So do I. I've learned to really like PostgreSQL and the way it's built,
and as I said in my previous mail, I'm not advocating a switch. I just
react to the unfair bashing of multi-threaded systems.

Regards,
Thomas Hallgren

Re: Reasoning behind process instead of thread based

From

Martijn van Oosterhout

Date:

28 October 2004, 10:58:36

On Thu, Oct 28, 2004 at 12:13:41AM +0200, Thomas Hallgren wrote:
> Martijn van Oosterhout wrote:
> >A lot of these advantages are due to sharing an address space, right?
> >Well, the processes in PostgreSQL share address space, just not *all*
> >of it. They communicate via this shared memory.
> >
> Whitch is a different beast altogether. The inter-process mutex handling
> that you need to synchronize shared memory access is much more expensive
> than the mechanisms used to synchronize threads.

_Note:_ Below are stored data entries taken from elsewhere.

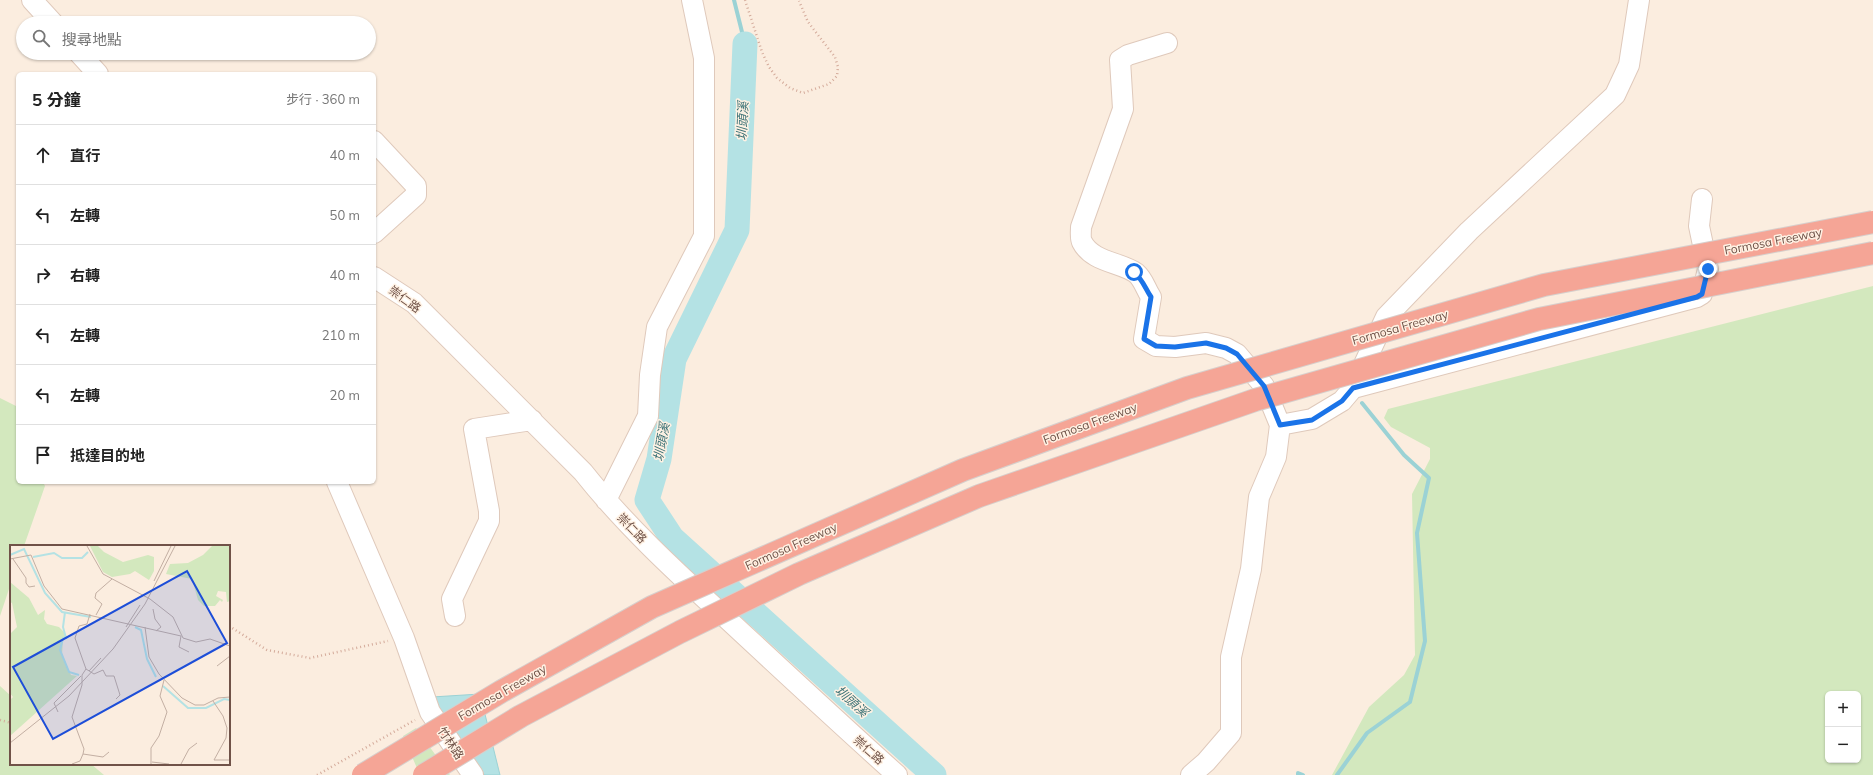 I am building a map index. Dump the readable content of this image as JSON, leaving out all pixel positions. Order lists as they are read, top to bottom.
{
  "streets": {
    "highway": ["Formosa Freeway"],
    "street": ["崇仁路", "竹林路"]
  },
  "water": ["圳頭溪"],
  "page": {
    "search": "搜尋地點",
    "heading": ["5 分鐘", "步行 · 360 m"],
    "list": [
      ["直行", "40 m"],
      ["左轉", "50 m"],
      ["右轉", "40 m"],
      ["左轉", "210 m"],
      ["左轉", "20 m"],
      "抵達目的地"
    ],
    "map_buttons": ["+", "−"]
  }
}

Now you've piqued my curiosity. You have two threads of control (either
two processes or two threads) which shared a peice of memory. How can
the threads syncronise easier than processes, what other feature is
there? AFAIK the futexes used by Linux threads is just as applicable
and fast between two processes as two threads. All that is required is
some shared memory.

Or are you suggesting the only difference is in switching time (which
is not that significant).

Also, I admit that on some operating systems, threads are much faster
than processes, but I'm talking specifically about linux here.

Thanks in advance,
--
Martijn van Oosterhout   <kleptog@svana.org>   http://svana.org/kleptog/
> Patent. n. Genius is 5% inspiration and 95% perspiration. A patent is a
> tool for doing 5% of the work and then sitting around waiting for someone
> else to do the other 95% so you can sue them.

Attachment

msg-32091-86885.dat

Re: Reasoning behind process instead of thread based

From

Thomas Hallgren

Date:

28 October 2004, 12:02:50

Martijn van Oosterhout wrote:

>Now you've piqued my curiosity. You have two threads of control (either
>two processes or two threads) which shared a peice of memory. How can
>the threads syncronise easier than processes, what other feature is
>there? AFAIK the futexes used by Linux threads is just as applicable
>and fast between two processes as two threads. All that is required is
>some shared memory.
>
>
Agree. On Linux, this is not a big issue. Linux is rather special
though, since the whole kernel is built in a way that more or less puts
an equal sign between a process and a thread. This is changing though.
Don't know what relevance that will have on this issue.

Shared Memory and multiple processes have other negative impacts on
performance since you force the CPU to jump between different memory
spaces. Switching between those address spaces will decrease the CPU
cache hits. You might think this is esoteric and irrelevant, but the
fact is, cache misses are extremely expensive and the problem is
increasing. While CPU speed has increased 152 times or so since the
80's, the speed on memory has only quadrupled.

>Or are you suggesting the only difference is in switching time (which
>is not that significant).
>
>
"not that significant" all depends on how often you need to switch. On
most OS'es, a process switch is significantly slower than switching
between threads (again, Linux may be an exception to the rule).

Regards,
Thomas Hallgren